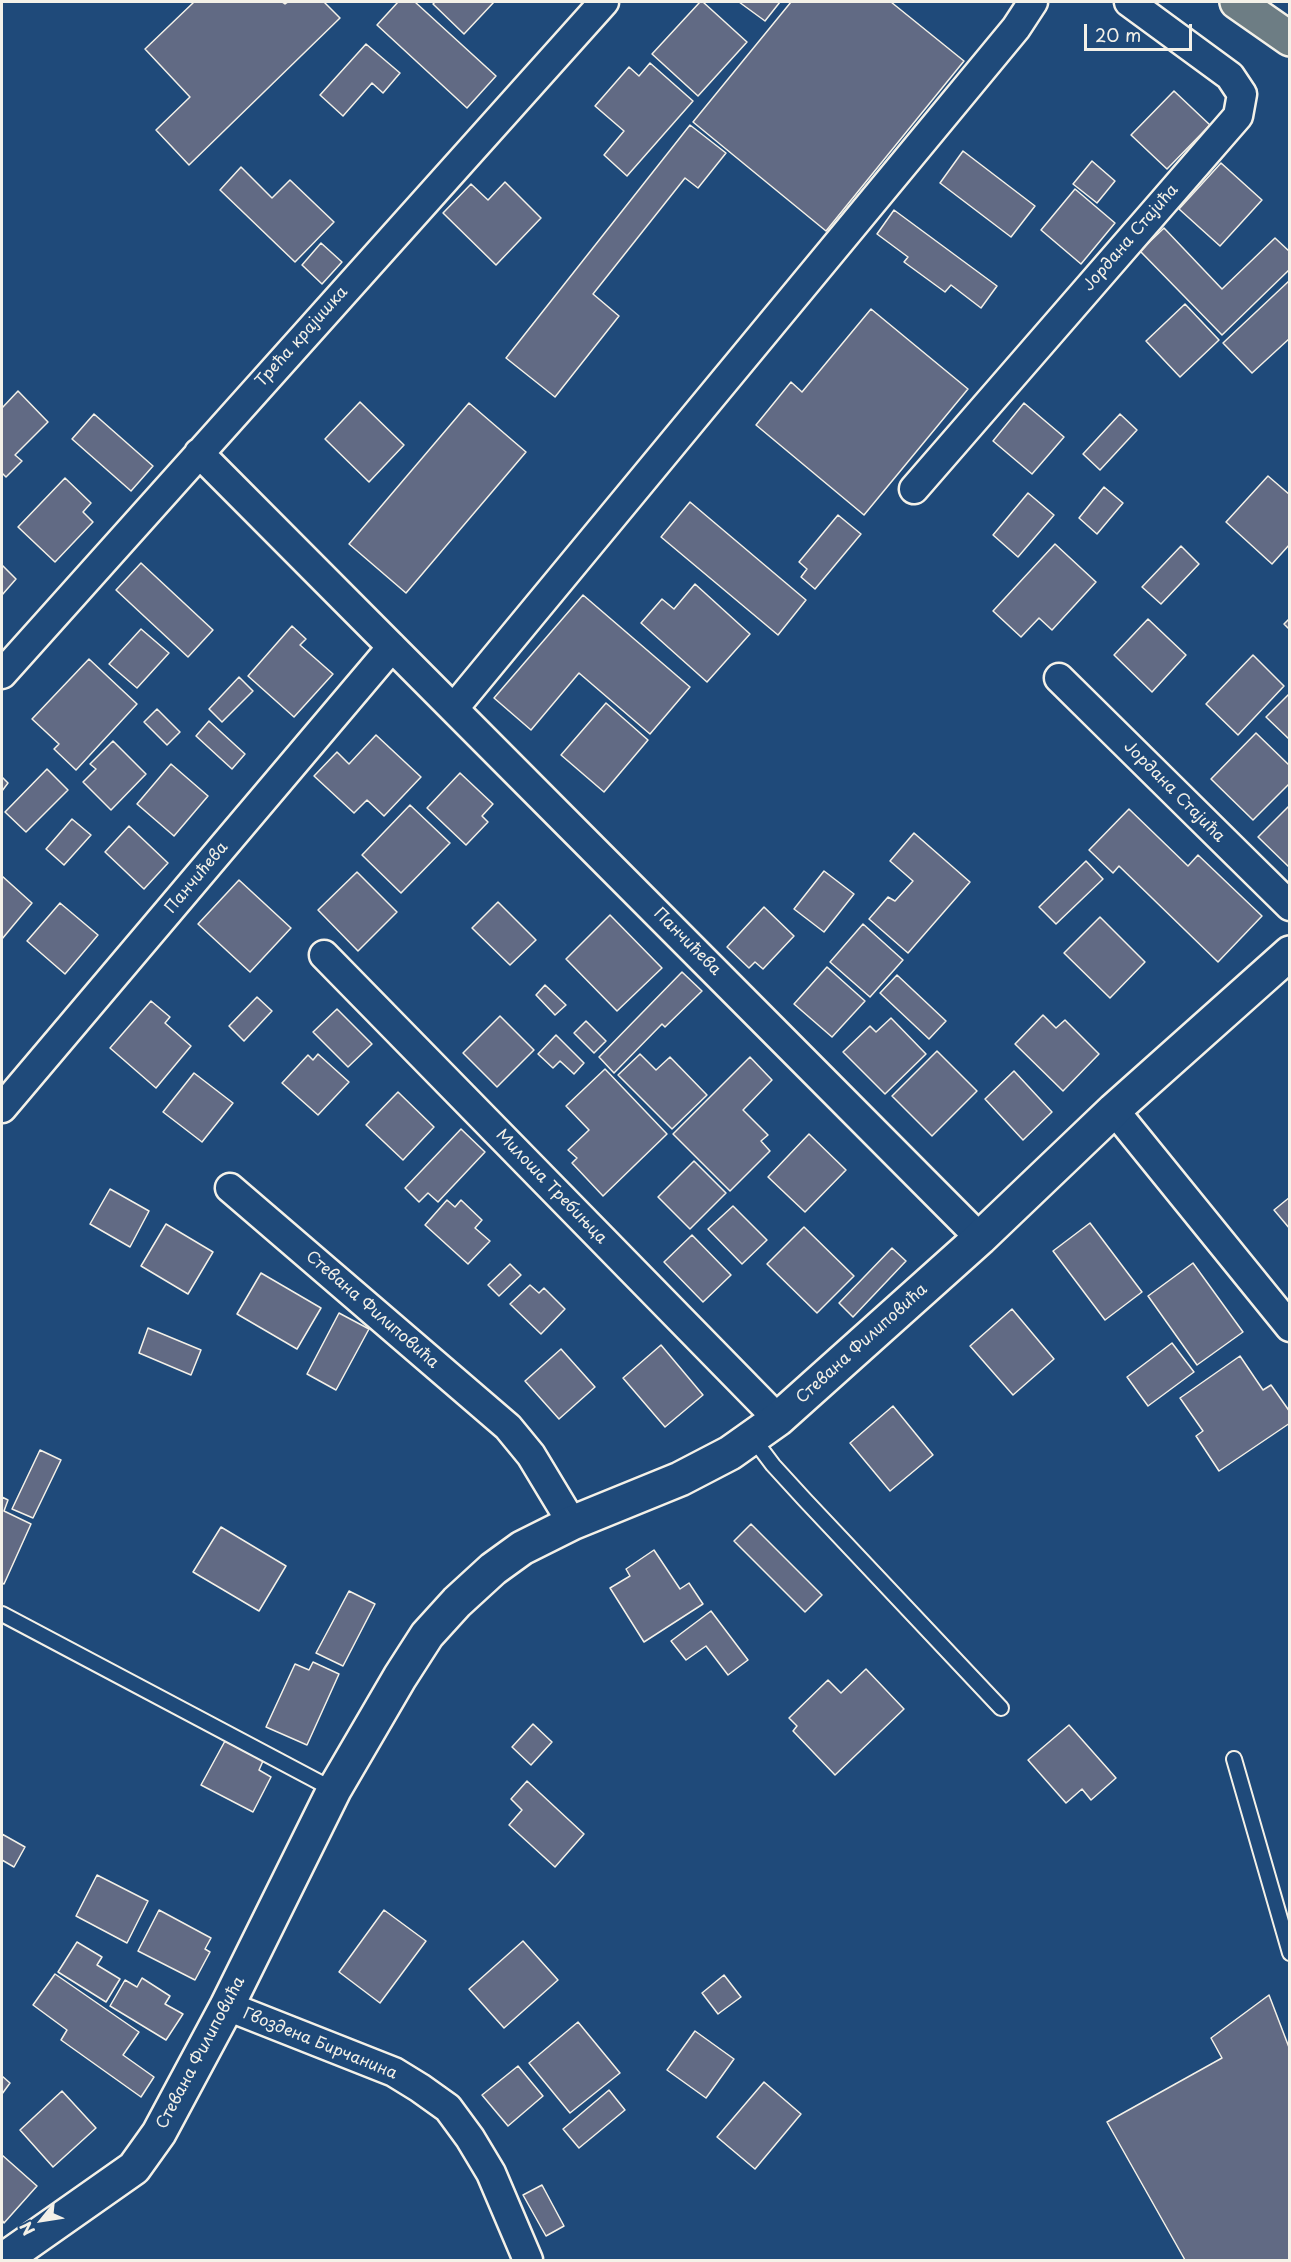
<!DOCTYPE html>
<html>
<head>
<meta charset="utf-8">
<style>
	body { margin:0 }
	#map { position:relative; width:1291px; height:2262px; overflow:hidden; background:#1f4a7a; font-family:"Playpen Sans",sans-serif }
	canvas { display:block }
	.frame { position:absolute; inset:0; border:3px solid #f4f1e8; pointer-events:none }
	.north { position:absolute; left:12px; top:2190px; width:60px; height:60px; -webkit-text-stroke:4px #1f4a7a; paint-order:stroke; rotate:240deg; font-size:16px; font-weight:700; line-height:24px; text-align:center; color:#f4f1e8 }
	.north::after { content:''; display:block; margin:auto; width:21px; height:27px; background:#f4f1e8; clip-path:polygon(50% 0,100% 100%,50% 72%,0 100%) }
	.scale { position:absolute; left:1084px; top:24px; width:108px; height:27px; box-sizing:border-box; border:3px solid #f4f1e8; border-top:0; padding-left:8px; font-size:18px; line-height:21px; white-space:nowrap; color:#f4f1e8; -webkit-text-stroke:4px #1f4a7a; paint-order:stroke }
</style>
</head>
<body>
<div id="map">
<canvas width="1291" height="2262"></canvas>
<div class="frame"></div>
<div class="north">N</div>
<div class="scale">20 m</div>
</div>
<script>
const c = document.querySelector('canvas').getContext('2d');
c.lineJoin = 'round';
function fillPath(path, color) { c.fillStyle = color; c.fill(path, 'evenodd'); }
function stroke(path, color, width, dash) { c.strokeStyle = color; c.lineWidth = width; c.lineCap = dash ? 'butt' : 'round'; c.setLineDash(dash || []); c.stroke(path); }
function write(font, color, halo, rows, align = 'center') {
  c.font = font + ' "Playpen Sans",sans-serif'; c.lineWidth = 4.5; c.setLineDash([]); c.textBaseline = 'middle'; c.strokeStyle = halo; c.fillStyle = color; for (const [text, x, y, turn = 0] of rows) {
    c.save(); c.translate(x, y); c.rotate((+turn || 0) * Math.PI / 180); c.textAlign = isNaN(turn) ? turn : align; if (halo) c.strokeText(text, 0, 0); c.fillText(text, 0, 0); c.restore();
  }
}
const building = new Path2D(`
	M194,2H282L285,4L288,2H324L340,18L189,165L156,130L190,97L145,49Z
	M398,2H415L496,76L467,108L377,25Z
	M435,2H494L464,34L433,4Z
	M700,2H703L747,42L698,96L652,54Z
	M739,2H780L765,21Z
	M791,2H891L964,61L826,231L693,122Z
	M366,44L400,73L383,93L372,83L343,116L320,95Z
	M650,63L693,101L627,176L604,155L624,131L595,106L629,67L639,76Z
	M1174,91L1210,125L1167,169L1131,135Z
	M690,125L726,153L698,188L685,178L593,294L619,316L555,397L506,358Z
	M963,151L1035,206L1011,237L940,183Z
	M1092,161L1115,181L1097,203L1073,184Z
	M1221,163L1262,200L1220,246L1179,209Z
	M241,167L272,198L290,180L334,222L295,262L220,190Z
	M505,182L541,218L496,265L443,213L471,184L488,200Z
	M1075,189L1115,223L1081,264L1041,230Z
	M894,210L997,286L981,308L951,285L945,292L904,262L908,257L877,234Z
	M1164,228L1222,289L1275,238L1290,252V269L1222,335L1140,251Z
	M321,243L342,262L322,284L302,265Z
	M1290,280V338L1252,373L1223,343Z
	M1185,304L1219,340L1180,377L1146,341Z
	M871,309L968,389L864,515L756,425L791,382L802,392Z
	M18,391L48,422L15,455L22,461L6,477L2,473V408Z
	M360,402L404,445L369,482L325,439Z
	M469,403L526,452L406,593L349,544Z
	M1024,403L1064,437L1032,474L993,441Z
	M94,414L153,466L131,491L72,439Z
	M1120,414L1137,430L1100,470L1083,454Z
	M1268,476L1290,495V544L1272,564L1226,522Z
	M65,478L91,503L83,512L93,522L55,562L18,527Z
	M1104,487L1123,503L1097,534L1079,518Z
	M1028,493L1054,515L1018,557L993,535Z
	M690,502L806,600L778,635L661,537Z
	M838,515L861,534L815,589L801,577L807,569L799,562Z
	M1055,544L1096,582L1052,630L1039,618L1021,637L993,611Z
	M1181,546L1199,564L1161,604L1142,587Z
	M141,563L213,630L188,657L116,590Z
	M2,565L16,579L2,595Z
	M695,584L750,634L707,682L641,623L662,599L674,609Z
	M583,595L690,687L650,734L579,673L531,730L494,698Z
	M1290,618V630L1284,624Z
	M1148,619L1186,655L1152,692L1114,655Z
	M292,626L306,639L300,645L333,674L294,717L248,676Z
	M141,629L169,653L137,688L109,664Z
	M1253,655L1284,686L1238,735L1206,704Z
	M89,659L137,704L76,770L54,749L59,744L32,719Z
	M239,677L253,691L222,722L209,709Z
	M1290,693V740L1266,717Z
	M606,703L648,740L604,792L561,755Z
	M157,709L180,732L167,745L144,722Z
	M209,721L245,754L232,769L196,736Z
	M1256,733L1290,766V783L1253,820L1211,779Z
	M376,735L421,777L384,816L367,800L354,813L314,776L337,752L349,764Z
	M113,741L146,774L111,810L83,782L96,769L90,764Z
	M171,764L208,796L174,836L137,804Z
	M47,769L68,790L26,832L5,812Z
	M460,773L493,804L482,816L488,822L466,845L427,808Z
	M2,777L8,783L2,791Z
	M410,805L450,843L401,893L362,855Z
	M1290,805V868L1258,837Z
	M1129,809L1188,866L1198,855L1262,916L1218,962L1119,866L1113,873L1089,850Z
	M72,819L91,835L64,865L46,849Z
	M129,826L168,863L144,889L105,852Z
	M914,833L970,882L908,953L869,919L888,897L895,901L913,881L890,861Z
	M1086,861L1103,879L1056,924L1039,907Z
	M824,871L854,894L824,932L794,909Z
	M357,872L397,912L358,951L318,910Z
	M2,876L32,903L2,939Z
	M239,880L291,928L250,972L198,924Z
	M498,902L536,940L510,965L472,928Z
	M60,903L98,935L65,974L27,941Z
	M764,907L794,936L763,969L755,962L749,968L727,947Z
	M610,915L662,968L617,1011L566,959Z
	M1100,917L1145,962L1110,998L1064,953Z
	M863,924L903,960L870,997L830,962Z
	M827,967L865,1001L832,1037L794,1004Z
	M682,972L702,991L665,1027L662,1024L614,1073L599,1057Z
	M897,975L946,1021L929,1039L880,993Z
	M545,985L566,1005L555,1015L536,995Z
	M257,997L272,1011L244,1041L229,1026Z
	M151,1001L170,1017L165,1023L191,1046L156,1088L110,1048Z
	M337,1009L372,1044L348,1067L313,1032Z
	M1043,1015L1056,1028L1065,1020L1099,1054L1063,1091L1015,1044Z
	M500,1016L534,1050L497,1087L463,1053Z
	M891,1018L926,1054L885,1094L843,1052L870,1026L876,1032Z
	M586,1021L606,1041L594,1053L574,1033Z
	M556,1035L584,1063L574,1074L560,1061L553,1068L538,1054Z
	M937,1051L977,1091L932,1136L892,1096Z
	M318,1054L349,1082L318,1115L282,1083L308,1055L313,1060Z
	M640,1054L656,1070L670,1057L707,1095L672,1129L618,1075Z
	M750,1057L772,1080L743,1110L768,1135L761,1141L770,1151L730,1191L673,1134Z
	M605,1069L667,1134L603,1196L572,1163L577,1158L568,1150L589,1130L566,1106Z
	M1014,1071L1052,1112L1023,1140L985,1099Z
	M194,1073L233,1103L202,1142L163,1112Z
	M398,1092L434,1127L403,1160L366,1125Z
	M461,1129L485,1152L438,1202L428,1193L419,1202L405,1188Z
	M809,1134L846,1170L805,1212L768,1177Z
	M694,1161L726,1193L690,1229L658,1197Z
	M110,1189L149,1211L130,1247L90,1224Z
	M1290,1197V1229L1274,1210Z
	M447,1200L455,1207L461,1200L482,1220L475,1228L490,1241L468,1264L425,1225Z
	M733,1206L767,1240L742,1264L708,1229Z
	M1090,1223L1142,1292L1105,1320L1053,1251Z
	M166,1224L213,1252L188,1294L141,1266Z
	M804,1227L854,1276L817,1313L767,1264Z
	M692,1235L731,1275L703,1302L664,1262Z
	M892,1248L906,1261L853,1317L839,1303Z
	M1193,1263L1243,1332L1197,1365L1148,1296Z
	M510,1264L521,1275L499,1296L488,1285Z
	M261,1273L321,1308L297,1349L237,1314Z
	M530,1285L539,1293L544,1288L565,1309L541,1334L510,1304Z
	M1012,1309L1054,1359L1013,1395L970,1346Z
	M339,1313L369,1329L336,1390L307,1374Z
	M148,1328L201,1350L191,1375L139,1353Z
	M1172,1343L1194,1372L1148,1406L1127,1377Z
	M661,1345L703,1395L665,1427L623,1378Z
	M561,1349L595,1387L559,1419L525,1381Z
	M1240,1356L1263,1390L1271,1385L1290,1412V1423L1219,1471L1196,1436L1203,1431L1180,1398Z
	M893,1406L933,1455L890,1491L850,1443Z
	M40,1450L61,1460L33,1518L12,1509Z
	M2,1497L8,1500L4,1511L31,1524L4,1584L2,1583Z
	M751,1524L822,1595L805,1612L734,1541Z
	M221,1527L286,1566L259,1611L193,1572Z
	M654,1550L680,1589L689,1583L703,1604L644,1642L610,1588L630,1576L626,1569Z
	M349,1591L375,1604L343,1666L316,1653Z
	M711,1611L748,1660L728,1675L706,1646L686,1660L671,1641Z
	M313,1662L339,1674L307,1745L266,1727L295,1664L309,1670Z
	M866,1669L904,1709L835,1775L793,1731L797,1726L789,1718L828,1680L841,1693Z
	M533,1724L552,1742L531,1765L512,1747Z
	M1069,1725L1116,1778L1091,1800L1082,1789L1066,1803L1028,1760Z
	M225,1741L263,1761L259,1770L271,1777L253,1812L201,1785Z
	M527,1781L584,1834L555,1867L509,1825L522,1810L511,1799Z
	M2,1834L25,1847L14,1867L2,1860Z
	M97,1875L148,1901L127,1943L76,1916Z
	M159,1910L211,1938L205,1949L210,1952L195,1980L138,1951Z
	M384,1910L426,1941L380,2003L339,1972Z
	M523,1941L558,1980L504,2028L469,1989Z
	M77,1942L102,1957L97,1965L120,1979L106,2002L58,1972Z
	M55,1974L139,2032L123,2055L154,2077L141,2097L61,2040L67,2030L33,2005Z
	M724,1975L741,1997L718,2014L702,1993Z
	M142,1978L170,1996L165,2004L183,2014L166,2040L110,2006L125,1980L137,1987Z
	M1269,1995L1290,2050V2260H1185L1107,2122L1222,2058L1211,2038Z
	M578,2022L620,2073L570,2113L529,2063Z
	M695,2031L734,2059L706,2098L667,2070Z
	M518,2066L543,2096L508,2126L482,2095Z
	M2,2076L10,2083L2,2094Z
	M764,2082L801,2114L755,2169L717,2137Z
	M609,2090L625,2110L579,2148L563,2129Z
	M62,2091L96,2128L53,2167L20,2130Z
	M2,2155L37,2186L4,2223L2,2220Z
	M542,2185L564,2226L546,2236L523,2195Z`);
fillPath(building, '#616a84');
stroke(building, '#f4f1e8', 1.5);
const lane = new Path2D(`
	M752,1437L773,1465L805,1500L1001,1708
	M2,1614L334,1790
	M1234,1759L1290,1953`);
const street = new Path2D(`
	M199,453L980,1238
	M914,489L1238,116L1242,94L1230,76L1129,2
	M2,674L604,2
	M1059,678L1290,906
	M454,708L1016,28L1033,2
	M324,955L778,1419
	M2,1108L392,647
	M1114,1110L1290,1327
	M230,1188L508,1427L531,1455L572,1523
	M227,2006L394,2072L420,2088L448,2108L470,2138L491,2173L528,2260`);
const secondary = new Path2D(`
	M3,2260L134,2168L159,2133L227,2006L334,1790L400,1677L427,1635L457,1602L493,1569L522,1548L572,1523L680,1479L730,1453L778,1419L980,1238L1114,1110L1290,953`);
const primary = new Path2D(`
	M1237,2L1290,39`);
stroke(lane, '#f4f1e8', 18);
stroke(street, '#f4f1e8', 33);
stroke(secondary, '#f4f1e8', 38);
stroke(primary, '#f4f1e8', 38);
stroke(lane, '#1f4a7a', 14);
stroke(street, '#1f4a7a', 28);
stroke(secondary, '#1f4a7a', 33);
stroke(primary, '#6d7d84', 33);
write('16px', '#f4f1e8', '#1f4a7a', [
	["Јордана Стајића",1131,238,-49],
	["Трећа крајишка",302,337,-48],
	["Јордана Стајића",1174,792,45],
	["Панчићева",197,878,-50],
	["Панчићева",687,942,45],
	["Милоша Требињца",551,1187,46],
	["Стевана Филиповића",372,1310,41],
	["Стевана Филиповића",862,1344,-42],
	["Гвоздена Бирчанина",320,2044,22],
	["Стевана Филиповића",201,2053,-62]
]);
</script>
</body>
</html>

============

_Task requirements_
Set down again, exactly, the lines of the material above from its first line to the one with "position:absolute; left:12px; top:2190px;", inclusive. Leave the pictures out.

_Answer below_
<!DOCTYPE html>
<html>
<head>
<meta charset="utf-8">
<style>
	body { margin:0 }
	#map { position:relative; width:1291px; height:2262px; overflow:hidden; background:#1f4a7a; font-family:"Playpen Sans",sans-serif }
	canvas { display:block }
	.frame { position:absolute; inset:0; border:3px solid #f4f1e8; pointer-events:none }
	.north { position:absolute; left:12px; top:2190px; width:60px; height:60px; -webkit-text-stroke:4px #1f4a7a; paint-order:stroke; rotate:240deg; font-size:16px; font-weight:700; line-height:24px; text-align:center; color:#f4f1e8 }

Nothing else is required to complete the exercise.